日韓の象徴的戦い

 今日は、日本韓国ともに、全国民がテレビに釘付けになっていたことだろ。
もちろん、フィギュアスケート浅田真央キム・ヨナの対決である。

 ネットでは、採点に関する陰謀論も飛び出し、観客の方も場外乱闘を見せていた。

 結果、ご存知の通り、キム・ヨナが信じられない高得点を出して、オリンピックの場で2回もトリプル・アクセルを決めた浅田真央に完勝した。

 直前にやっていた、浅田真央キム・ヨナのドキュメンタリーでは、キム・ヨナのコーチのカナダ出身のブライアン・オーサーが、キム・ヨナの特性、観客や審査員の特性、他選手の特性を完全に調査、把握した上で、完璧な戦略を立てていたことが映し出されていた。
 演技の構成や流れをよくして、演技に緩急を入れることで、うまく休憩をできるようにし、ジャンプを確実に決めることで、難易度の高いトリプル・アクセルを飛ばなくても勝てるように計算していた。
 
 それと比べて、浅田真央やジャンプも最高難度、その間のつなぎも難易度の高い振り付けにし、演技の間ひと時も休みのない最高難度の挑戦をしていた。

 その結果、キム・ヨナはミスなく流れるように、演技をして最高得点をたたき出し、浅田真央はトリプル・アクセルを2回完璧に決めたものの、後半になって体力が落ちてきて、氷上のくぼみに足がひっかかり、ジャンプをミスしてしまうことになってしまった。

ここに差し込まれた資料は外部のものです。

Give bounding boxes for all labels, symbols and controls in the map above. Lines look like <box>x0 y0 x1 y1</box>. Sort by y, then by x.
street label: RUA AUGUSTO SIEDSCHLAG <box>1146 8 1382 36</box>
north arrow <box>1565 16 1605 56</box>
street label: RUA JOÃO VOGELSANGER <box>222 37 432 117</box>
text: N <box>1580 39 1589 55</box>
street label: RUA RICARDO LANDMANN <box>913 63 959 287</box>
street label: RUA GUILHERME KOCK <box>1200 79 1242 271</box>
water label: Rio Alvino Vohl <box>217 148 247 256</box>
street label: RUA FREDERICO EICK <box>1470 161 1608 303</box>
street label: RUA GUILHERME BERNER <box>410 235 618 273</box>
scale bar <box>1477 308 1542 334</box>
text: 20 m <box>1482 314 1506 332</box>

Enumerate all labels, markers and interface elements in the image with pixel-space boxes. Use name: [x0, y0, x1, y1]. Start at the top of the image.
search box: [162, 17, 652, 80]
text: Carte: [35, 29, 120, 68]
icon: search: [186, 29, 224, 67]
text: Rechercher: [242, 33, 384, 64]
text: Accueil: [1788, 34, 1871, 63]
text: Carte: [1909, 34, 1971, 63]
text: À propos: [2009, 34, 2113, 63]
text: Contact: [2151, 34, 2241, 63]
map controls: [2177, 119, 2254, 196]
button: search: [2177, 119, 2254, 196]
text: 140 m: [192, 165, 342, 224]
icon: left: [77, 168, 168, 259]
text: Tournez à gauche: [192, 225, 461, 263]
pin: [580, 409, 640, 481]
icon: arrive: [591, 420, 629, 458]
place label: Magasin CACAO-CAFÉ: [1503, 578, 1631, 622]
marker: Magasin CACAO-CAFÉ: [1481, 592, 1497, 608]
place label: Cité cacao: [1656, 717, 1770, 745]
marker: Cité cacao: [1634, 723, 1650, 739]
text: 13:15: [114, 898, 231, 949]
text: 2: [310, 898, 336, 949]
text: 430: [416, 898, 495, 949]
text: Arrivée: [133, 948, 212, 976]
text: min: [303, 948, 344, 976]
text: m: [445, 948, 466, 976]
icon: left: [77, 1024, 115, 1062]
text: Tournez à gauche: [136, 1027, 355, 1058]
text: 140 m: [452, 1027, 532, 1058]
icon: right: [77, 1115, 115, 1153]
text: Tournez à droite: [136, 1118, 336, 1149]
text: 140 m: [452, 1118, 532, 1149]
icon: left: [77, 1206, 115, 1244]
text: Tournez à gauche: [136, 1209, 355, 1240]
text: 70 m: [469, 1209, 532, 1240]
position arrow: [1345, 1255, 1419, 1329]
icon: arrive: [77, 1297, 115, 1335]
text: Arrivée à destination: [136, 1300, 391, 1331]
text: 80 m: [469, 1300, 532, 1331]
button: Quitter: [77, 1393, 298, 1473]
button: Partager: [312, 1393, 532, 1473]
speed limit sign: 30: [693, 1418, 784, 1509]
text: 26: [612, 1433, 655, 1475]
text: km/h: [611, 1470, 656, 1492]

 日本人は、皆やはり浅田真央を当然応援するし、とんでもない挑戦をした浅田真央の方が好感が持てる。それは間違いない。

 しかし、勝つための戦略を立て、実際勝ったキム・ヨナに対して、複雑な思いで見てしまうことは確かだ。
 浅田真央は、勝つための戦略というより、挑戦するための戦略であったし、勝つかどうかわからない賭けのようなところもあった。

 なぜか、高精細な映像を追求したもののサムソンやLGに席捲されている日本の家電メーカーを連想するところもある。

 我々はつくづく戦略が好きではない民族なのだなと感じさせられる。これが美徳でもあるのだと思うのだが、負けると悔しいので、やはり勝って欲しかったというのが本音のところだ。